1 in 2 transgender individuals will experience sexual abuse or assault at some point in their lives.

This is compared to 1 in 5 women who will be sexually at some point in their lives. I don’t say this comparison to lessen the importance of how many women are sexually assault or to put one identity’s pain over another. I point it out because it is not being discussed. I, myself, do not identify as transgendered, however, I feel that as someone who is passionate about ending sexual violence I need to speak about all those who affected rather than only speaking from one identity. I put this disclaimer because I, obviously, cannot speak from lived experience about transgender sexual assault.

Sexual violence is higher in subpopulations including the transgender community as well as specifically: transgender youth and transgender people of color. One survey found that 12% of transgender youth were sexually assaulted in grades k-12 by either peers or educational staff. This same survey found that 13% of African American transgender individuals were sexually assaulted at the workplace and 22% of homeless transgender individuals were sexually assaulted in shelters.

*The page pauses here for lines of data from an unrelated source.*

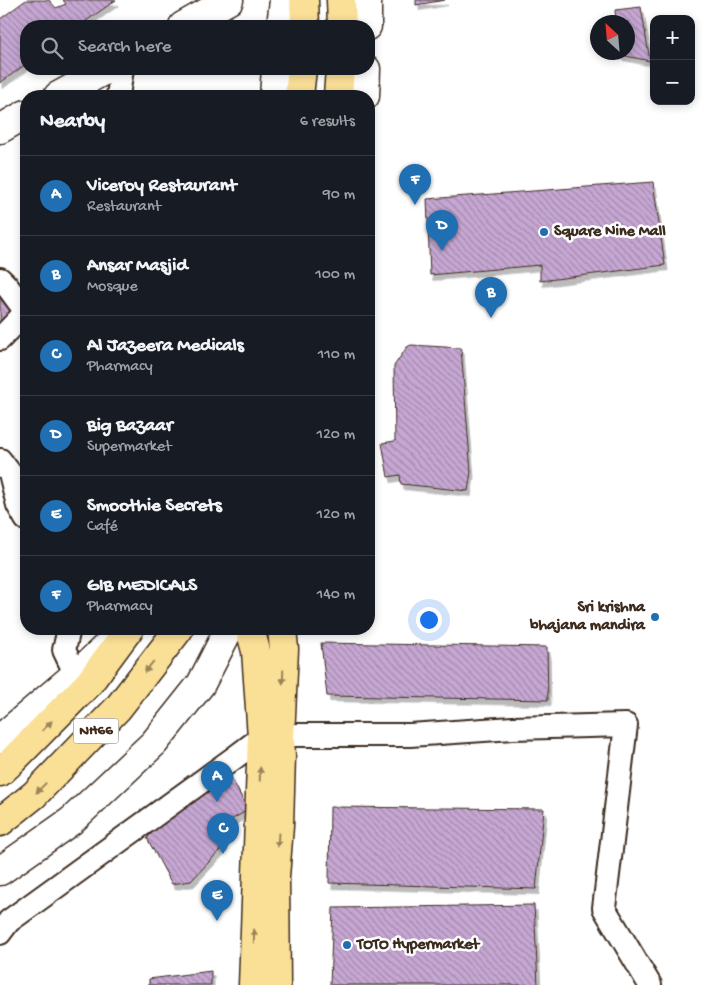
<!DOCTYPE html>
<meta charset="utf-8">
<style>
:root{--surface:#171b24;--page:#20242c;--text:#f1f3f6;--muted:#9ea1a6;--line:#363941;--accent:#1f6fb2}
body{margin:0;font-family:"Gochi Hand",sans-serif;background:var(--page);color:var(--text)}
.controls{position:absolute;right:15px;top:15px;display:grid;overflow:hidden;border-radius:10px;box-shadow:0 2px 8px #0003}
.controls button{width:45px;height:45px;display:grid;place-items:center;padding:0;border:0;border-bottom:1px solid var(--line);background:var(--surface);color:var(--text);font:25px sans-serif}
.compass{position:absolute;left:590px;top:15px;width:45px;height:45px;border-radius:50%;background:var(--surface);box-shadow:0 2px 8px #0003;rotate:334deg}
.you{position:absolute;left:428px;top:619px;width:18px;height:18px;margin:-12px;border:4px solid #fff;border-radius:50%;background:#1a73e8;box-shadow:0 0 0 8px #1a73e833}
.badge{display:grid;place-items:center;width:32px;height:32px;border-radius:50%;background:var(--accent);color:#fff;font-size:16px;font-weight:700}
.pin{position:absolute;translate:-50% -41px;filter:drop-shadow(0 1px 2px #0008)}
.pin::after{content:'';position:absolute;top:26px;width:18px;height:15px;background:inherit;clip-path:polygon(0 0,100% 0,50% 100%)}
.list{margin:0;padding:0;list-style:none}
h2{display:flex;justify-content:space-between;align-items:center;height:65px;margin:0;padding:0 20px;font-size:21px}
h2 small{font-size:16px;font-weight:400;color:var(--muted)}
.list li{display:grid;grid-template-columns:32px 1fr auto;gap:15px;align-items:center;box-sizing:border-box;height:80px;padding:0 20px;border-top:1px solid var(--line)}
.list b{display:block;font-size:19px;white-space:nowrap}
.list p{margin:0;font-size:16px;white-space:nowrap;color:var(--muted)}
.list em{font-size:16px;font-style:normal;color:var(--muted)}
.icon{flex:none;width:28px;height:28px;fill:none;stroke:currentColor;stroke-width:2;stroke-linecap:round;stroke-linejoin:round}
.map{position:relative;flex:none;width:710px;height:985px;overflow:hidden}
.search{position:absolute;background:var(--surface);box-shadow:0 2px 8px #0003;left:20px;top:20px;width:355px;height:55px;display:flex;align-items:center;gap:12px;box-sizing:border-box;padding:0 18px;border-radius:20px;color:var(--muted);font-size:19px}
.panel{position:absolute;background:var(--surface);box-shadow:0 2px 8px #0003;left:20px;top:90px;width:355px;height:545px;border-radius:20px}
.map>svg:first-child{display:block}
</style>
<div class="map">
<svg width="710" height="985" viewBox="0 0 710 985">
<defs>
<pattern id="building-back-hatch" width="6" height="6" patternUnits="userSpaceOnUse" patternTransform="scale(1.25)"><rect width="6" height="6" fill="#c6a7d3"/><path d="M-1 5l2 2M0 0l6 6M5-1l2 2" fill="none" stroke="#a288ab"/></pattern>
<filter id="shadow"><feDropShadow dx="3" dy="5.5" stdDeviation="0" flood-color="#0004"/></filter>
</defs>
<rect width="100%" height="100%" fill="#fff"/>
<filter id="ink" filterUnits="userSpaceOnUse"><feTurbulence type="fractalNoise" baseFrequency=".02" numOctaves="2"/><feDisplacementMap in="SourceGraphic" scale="10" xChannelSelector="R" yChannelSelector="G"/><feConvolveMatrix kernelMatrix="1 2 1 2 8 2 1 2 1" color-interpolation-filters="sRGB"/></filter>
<g filter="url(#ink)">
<g fill="url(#building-back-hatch)" stroke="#3b2a1e" filter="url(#shadow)">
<polygon points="26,0 49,0 56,8 66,4 63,0 116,0 79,26 26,26 26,64 0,83 0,19"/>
<polygon points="416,0 445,0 416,5"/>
<polygon points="641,7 650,61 616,54 616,52 628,52 628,22 616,22 615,10"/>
<polygon points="653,182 665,265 540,281 540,265 430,275 427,199"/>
<polygon points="0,296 14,314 0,325"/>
<polygon points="411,345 461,348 471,472 468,491 401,484 400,475 388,477 382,443 395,441 394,366 407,347"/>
<polygon points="321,643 547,647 548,700 327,696"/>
<polygon points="229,773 248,810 222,825 228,837 223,841 225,845 191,881 172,884 147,838 177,808"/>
<polygon points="330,807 544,809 536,889 329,883"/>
<polygon points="534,905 538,985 330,985 333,908"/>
<polygon points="211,971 211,985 149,985 149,979"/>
</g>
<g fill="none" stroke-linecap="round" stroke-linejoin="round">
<g stroke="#3b2a1e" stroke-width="26">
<g id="street">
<polyline points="118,96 122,69"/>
<polyline points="0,279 7,286 26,312 0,339"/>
<polyline points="0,460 10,473 18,505 26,519"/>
<polyline points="69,629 64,650 76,675"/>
<polyline points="0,933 9,921 234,758 262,737 280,735 410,735 513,728 626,725 604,908 650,985"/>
</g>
</g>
<g stroke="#3b2a1e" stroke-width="31">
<g id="secondary">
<polyline points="367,0 367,26"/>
<polyline points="183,26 229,0"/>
<polyline points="281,26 284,0"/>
<polyline points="58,96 107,69"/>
<polyline points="274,96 276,69"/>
<polyline points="365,96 366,69"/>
<polyline points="0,129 26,114"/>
<polyline points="0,739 88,664 110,643"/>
<polyline points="0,871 71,821 154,743 201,684 229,629"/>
</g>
</g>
<g stroke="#3b2a1e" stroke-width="31">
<g id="primary">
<polyline points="250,629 256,651 262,737 253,985"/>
<polyline points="276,985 275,877 279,826 281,756 280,738 284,649 282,629"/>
</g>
</g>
<g stroke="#3b2a1e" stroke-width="31">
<g id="highway">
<polyline points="304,0 305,26"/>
<polyline points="341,0 342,26"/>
<polyline points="299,96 302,69"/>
<polyline points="338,96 340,69"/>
<polyline points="0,772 10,763 89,683 129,629"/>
<polyline points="0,822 34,795 118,708 179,629"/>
</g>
</g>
<use href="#street" stroke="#fff" stroke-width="22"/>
<use href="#secondary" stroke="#fff" stroke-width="28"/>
<use href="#primary" stroke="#fadf96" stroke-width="28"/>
<use href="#highway" stroke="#fadf96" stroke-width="28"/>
</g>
<defs><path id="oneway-solid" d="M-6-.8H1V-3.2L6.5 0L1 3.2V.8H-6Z" transform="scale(1.25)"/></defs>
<g fill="#9a845a">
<use href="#oneway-solid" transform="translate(149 667) rotate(128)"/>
<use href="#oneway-solid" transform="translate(283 677) rotate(92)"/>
<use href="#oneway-solid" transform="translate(47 726) rotate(-45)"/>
<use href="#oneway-solid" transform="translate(260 774) rotate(-88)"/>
<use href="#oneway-solid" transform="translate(41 788) rotate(134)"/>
<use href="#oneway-solid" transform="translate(278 840) rotate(94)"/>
<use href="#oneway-solid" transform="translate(254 936) rotate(-89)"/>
</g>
</g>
<g fill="#1f6fb2" stroke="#fff" stroke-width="2">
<circle cx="544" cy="232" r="5"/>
<circle cx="655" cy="617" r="5"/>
<circle cx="347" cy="945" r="5"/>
</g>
<g text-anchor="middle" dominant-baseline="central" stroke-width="5" stroke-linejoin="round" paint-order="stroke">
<rect fill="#fff" stroke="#766a62" stroke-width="1" x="73.5" y="718.5" width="45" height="25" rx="4"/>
<g font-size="15" font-weight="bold" fill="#3b2a1e">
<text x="96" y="731">NH66</text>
</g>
<g font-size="16" font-weight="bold" fill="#3b2a1e" stroke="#fff" text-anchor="start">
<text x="554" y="232">Square Nine Mall</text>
<text x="645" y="608" text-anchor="end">Sri krishna<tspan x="645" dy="18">bhajana mandira</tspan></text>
<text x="357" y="945">TOTO Hypermarket</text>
</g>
</g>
</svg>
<div class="controls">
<button>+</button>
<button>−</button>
</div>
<svg class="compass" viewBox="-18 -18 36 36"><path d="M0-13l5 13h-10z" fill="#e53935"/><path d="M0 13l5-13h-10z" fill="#9ea1a6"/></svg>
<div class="you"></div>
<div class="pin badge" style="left:217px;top:802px">A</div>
<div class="pin badge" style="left:491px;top:318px">B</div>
<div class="pin badge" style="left:223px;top:854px">C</div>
<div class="pin badge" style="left:442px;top:251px">D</div>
<div class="pin badge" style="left:217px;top:921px">E</div>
<div class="pin badge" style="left:415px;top:205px">F</div>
<div class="search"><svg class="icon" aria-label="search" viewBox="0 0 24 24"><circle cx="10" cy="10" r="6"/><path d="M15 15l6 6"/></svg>Search here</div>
<section class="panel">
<h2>Nearby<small>6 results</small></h2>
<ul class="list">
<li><span class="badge">A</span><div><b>Viceroy Restaurant</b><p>Restaurant</p></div><em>90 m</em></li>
<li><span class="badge">B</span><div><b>Ansar Masjid</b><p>Mosque</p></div><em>100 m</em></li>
<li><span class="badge">C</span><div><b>Al Jazeera Medicals</b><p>Pharmacy</p></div><em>110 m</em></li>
<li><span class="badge">D</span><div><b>Big Bazaar</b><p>Supermarket</p></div><em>120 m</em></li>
<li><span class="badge">E</span><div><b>Smoothie Secrets</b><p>Café</p></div><em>120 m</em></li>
<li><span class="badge">F</span><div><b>GIB MEDICALS</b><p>Pharmacy</p></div><em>140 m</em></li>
</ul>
</section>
</div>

Another layer to sexual assault in the transgender community is the possibility of it being a component of a hate crime. The National Coalition of Anti-Violence Programs stated, “Acts of hate violence, such as harassment, stalking, vandalism, and physical and sexual assault, are often supported by more socially sanctioned expressions of transphobia, biphobia, and homophobia and are intended to send a message to LGBTQ communities…”

I know I’m throwing tons of statistics at you. I feel like this is starting to become an academic article. What I want to show in this article is the minority populations that can often be left out of the conversation, especially when talking about sexual assault. Too often sexual assault is only called a “crime against women.” Yes, overwhelmingly, it is a crime against women or women-identifying individuals. However, by constantly using this language we shut down space for those who have been sexually assault and do not identify as women. This goes for more than just the transgender community, but also gender nonconforming individuals and males who have been sexually assaulted.

Despite the statistics of 1 in 71 men being sexually assaulted, that only comes from those reported. Who knows what a more accurate number of men who are sexually assaulted because they feel shame or a loss of masculinity from being assaulted.

What I want to make clear is that sexual assault is an epidemic in this country and world. In order for that to change, we need to make sure that the language we use and the spaces we make when talking about sexual assault are inclusive and safe for all identities. No one should feel ashamed to speak out about being sexually assault and no one should feel silenced.

One thought on “The Community You Don’t Hear About in April

  1. I am glad you brought this up. We definitely need to make our language about sexual violence more inclusive. People with all different identities are sexually assaulted. We need spaces for every survivor to share their story and get the help they need in recovering from those experiences.